Esta afirmación tenaz de la bondad original de mi ser y del tuyo, de la positividad última de todo ser en este mundo, es posible para Cristo porque él tuvo esta mirada en primer lugar hacia sí mismo. No se dejó medir por los ojos que lo juzgaban, lo abandonaban o lo crucificaban. No añadió condenas a su condena, sino que cargó sobre sí el dolor de todos, poniéndose en manos de su Padre. Así, recorrió el túnel de la condena y al final, en la oscuridad de la muerte, recuperó la luz del abrazo del Padre que le dio nueva vida, la vida en el Espíritu.
Desde que Cristo resucitó, no hay en este mundo una sentencia que pueda decretar un juicio definitivo sobre la vida de nadie. Sin discriminación, el condenado a muerte y el verdugo, el amigo negado y el traidor, la víctima del sistema y el gobernante de turno, en definitiva todos aquellos que se siguen dejando tocar por la vida contemporánea del Resucitado pueden iniciar un nuevo camino que cambia su forma de mirar, a sí mismos y al rostro del otro, generando una amistad nueva, indestructible. Lo vimos hace unos días en un conmovedor encuentro entre los padres de la pequeña Angelica, muerta a los cinco años de edad, y el papa Francisco cuando salía del hospital. Ese abrazo y esa oración no son el final, sino el signo de una vida nueva, en este mundo.

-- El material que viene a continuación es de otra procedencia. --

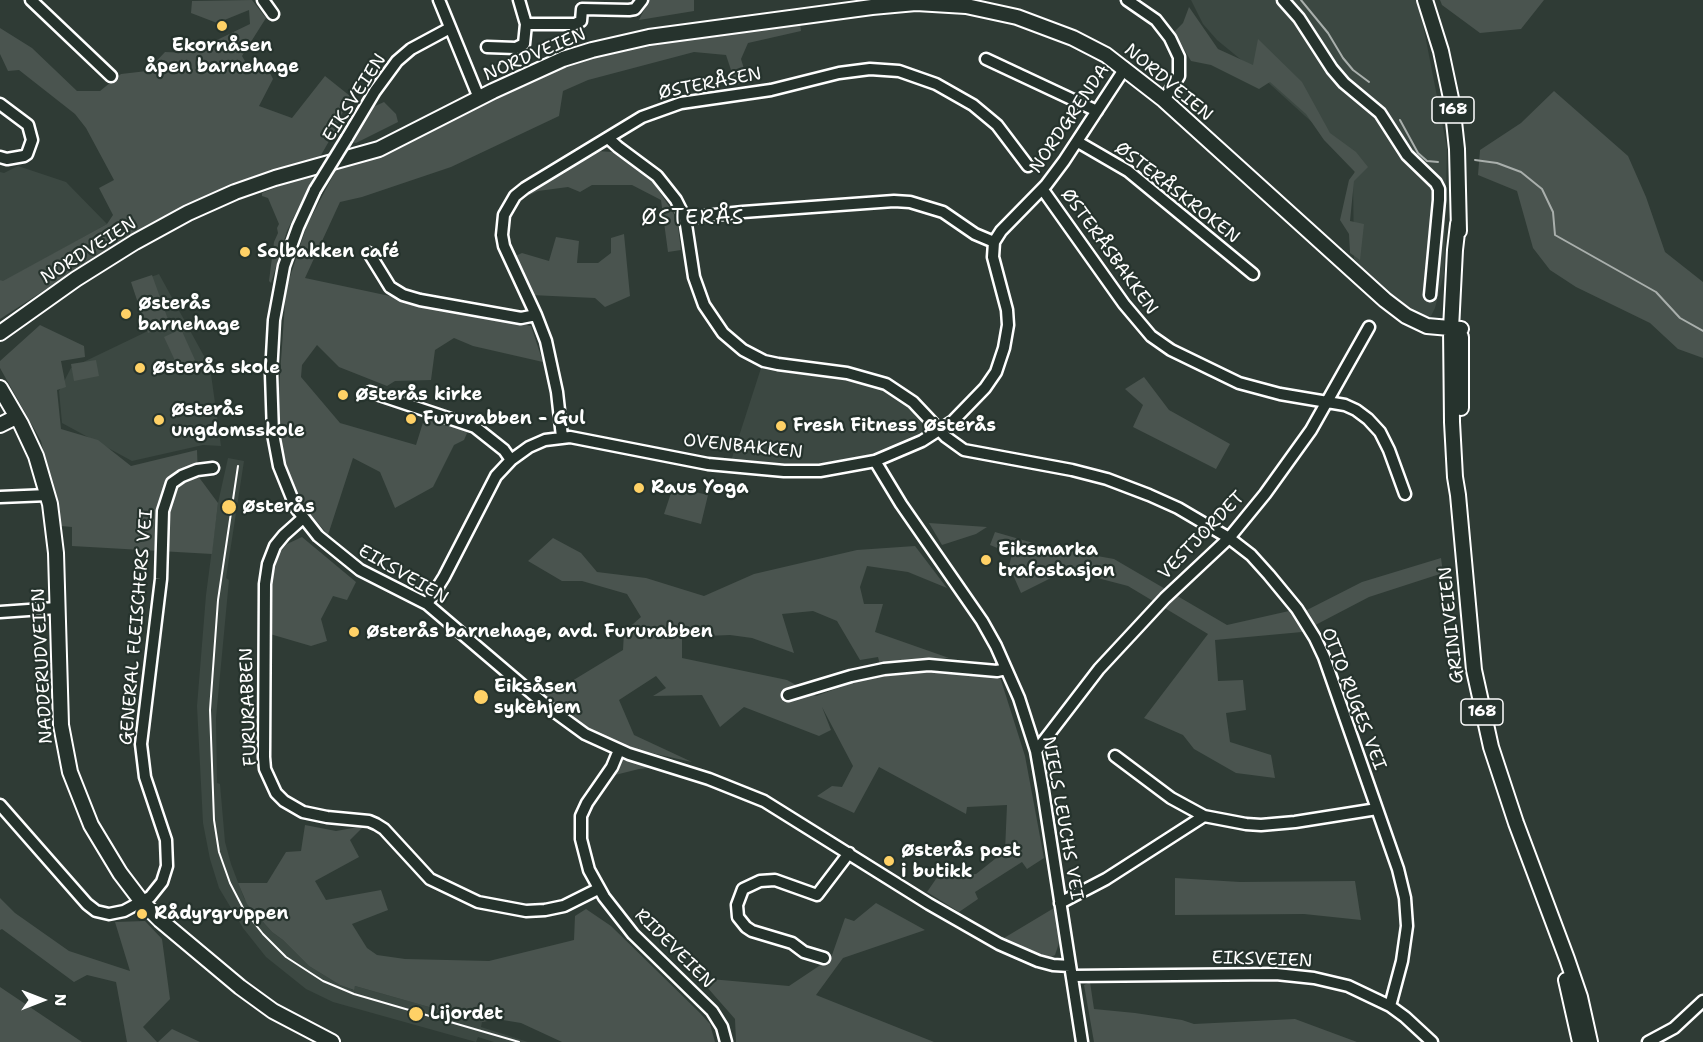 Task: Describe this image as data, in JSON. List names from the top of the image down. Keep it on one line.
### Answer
{"streets":{"main road":["NORDVEIEN","168","GRINIVEIEN","NADDERUDVEIEN"],"street":["ØSTERÅSEN","EIKSVEIEN","NORDGRENDA","ØSTERÅSKROKEN","ØSTERÅSBAKKEN","OVENBAKKEN","VESTJORDET","GENERAL FLEISCHERS VEI","OTTO RUGES VEI","FURURABBEN","NIELS LEUCHS VEI","RIDEVEIEN"]},"crossings":[["NORDVEIEN","NORDGRENDA"],["NORDVEIEN","GRINIVEIEN"],["ØSTERÅSEN","OVENBAKKEN"],["ØSTERÅSEN","OTTO RUGES VEI"],["EIKSVEIEN","OVENBAKKEN"],["EIKSVEIEN","OTTO RUGES VEI"],["EIKSVEIEN","FURURABBEN"],["EIKSVEIEN","NIELS LEUCHS VEI"],["EIKSVEIEN","RIDEVEIEN"],["NORDGRENDA","ØSTERÅSKROKEN"],["NORDGRENDA","ØSTERÅSBAKKEN"],["NORDGRENDA","OVENBAKKEN"],["ØSTERÅSBAKKEN","VESTJORDET"],["OVENBAKKEN","OTTO RUGES VEI"],["OVENBAKKEN","NIELS LEUCHS VEI"],["VESTJORDET","OTTO RUGES VEI"],["VESTJORDET","NIELS LEUCHS VEI"],["GENERAL FLEISCHERS VEI","NADDERUDVEIEN"],["FURURABBEN","RIDEVEIEN"]],"districts":["ØSTERÅS"],"places":["Ekornåsen åpen barnehage","Solbakken café","Østerås barnehage","Østerås skole","Østerås kirke","Fururabben - Gul","Østerås ungdomsskole","Fresh Fitness Østerås","Raus Yoga","Østerås","Eiksmarka trafostasjon","Østerås barnehage, avd. Fururabben","Eiksåsen sykehjem","Østerås post i butikk","Rådyrgruppen","Lijordet"],"north":"right"} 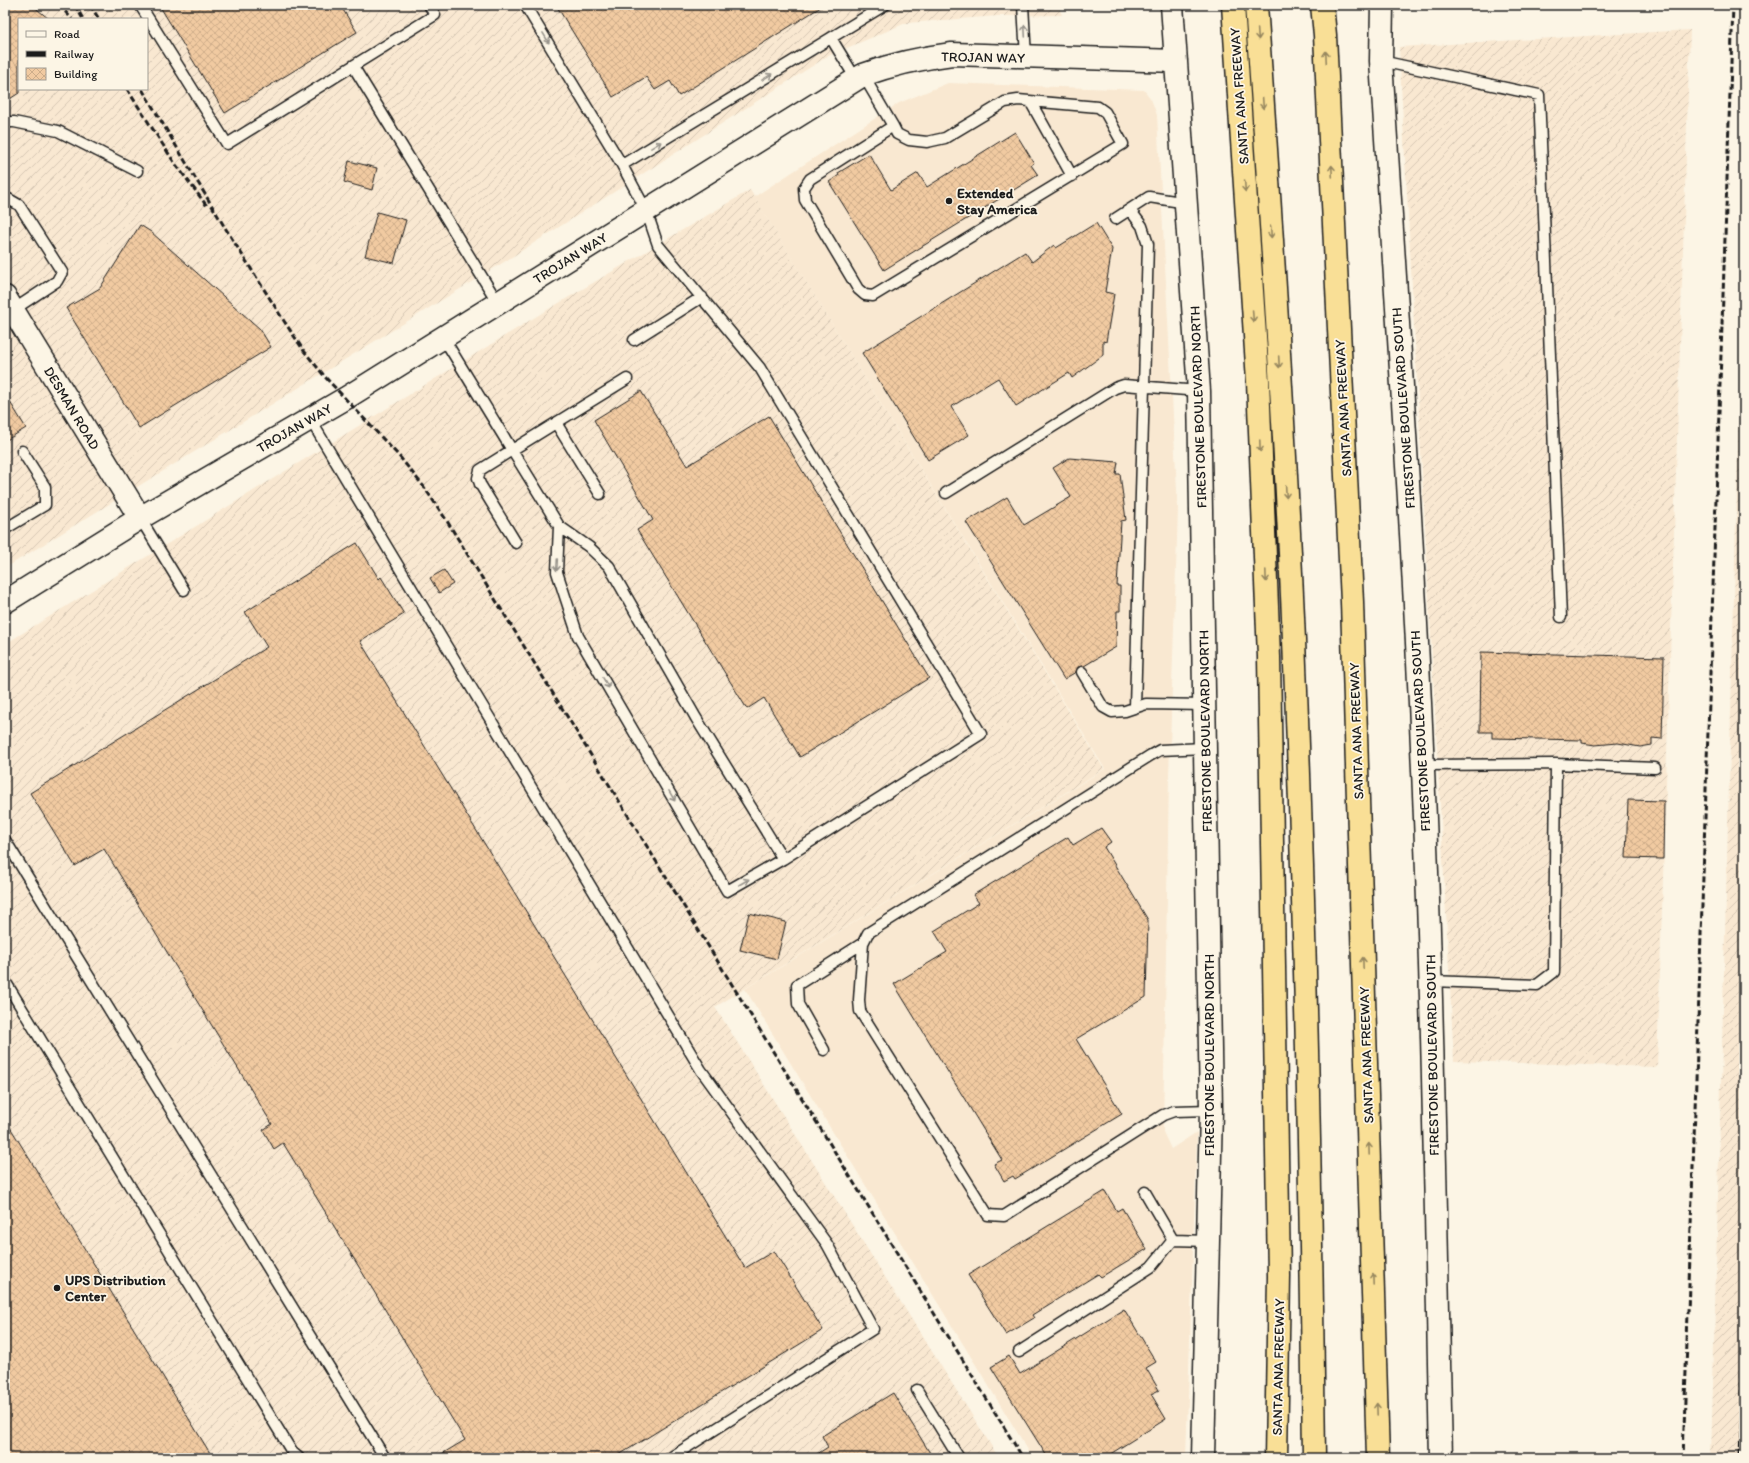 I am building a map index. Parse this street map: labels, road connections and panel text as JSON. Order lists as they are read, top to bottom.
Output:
{
  "streets": {
    "highway": ["SANTA ANA FREEWAY"],
    "street": [
      "TROJAN WAY",
      "FIRESTONE BOULEVARD NORTH",
      "DESMAN ROAD",
      "FIRESTONE BOULEVARD SOUTH"
    ]
  },
  "crossings": [
    ["TROJAN WAY", "FIRESTONE BOULEVARD NORTH"],
    ["TROJAN WAY", "DESMAN ROAD"]
  ],
  "places": ["Extended Stay America", "UPS Distribution Center"],
  "legend": ["Road", "Railway", "Building"]
}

Incluso la culpa que ya conoce la muerte puede ser una ocasión para volver a empezar. Escribía san Ambrosio: «No me gloriaré por haber ayudado a alguien, ni porque alguien me haya ayudado, sino porque Cristo… ha erradicado la muerte. Es más productiva la culpa que la inocencia. La inocencia me volvió arrogante, la culpa me volvió humilde. La sensación de condena en esta vida cede el paso al asombro y a la ternura «de esta objetividad que es mi persona, la maravilla de eso que llamo el yo» (Giussani). De la condena del vivir al asombro de existir siendo amados de manera inmortal: esta es la gracia definitiva de la Pascua que acaba para siempre con cualquier forma de soledad.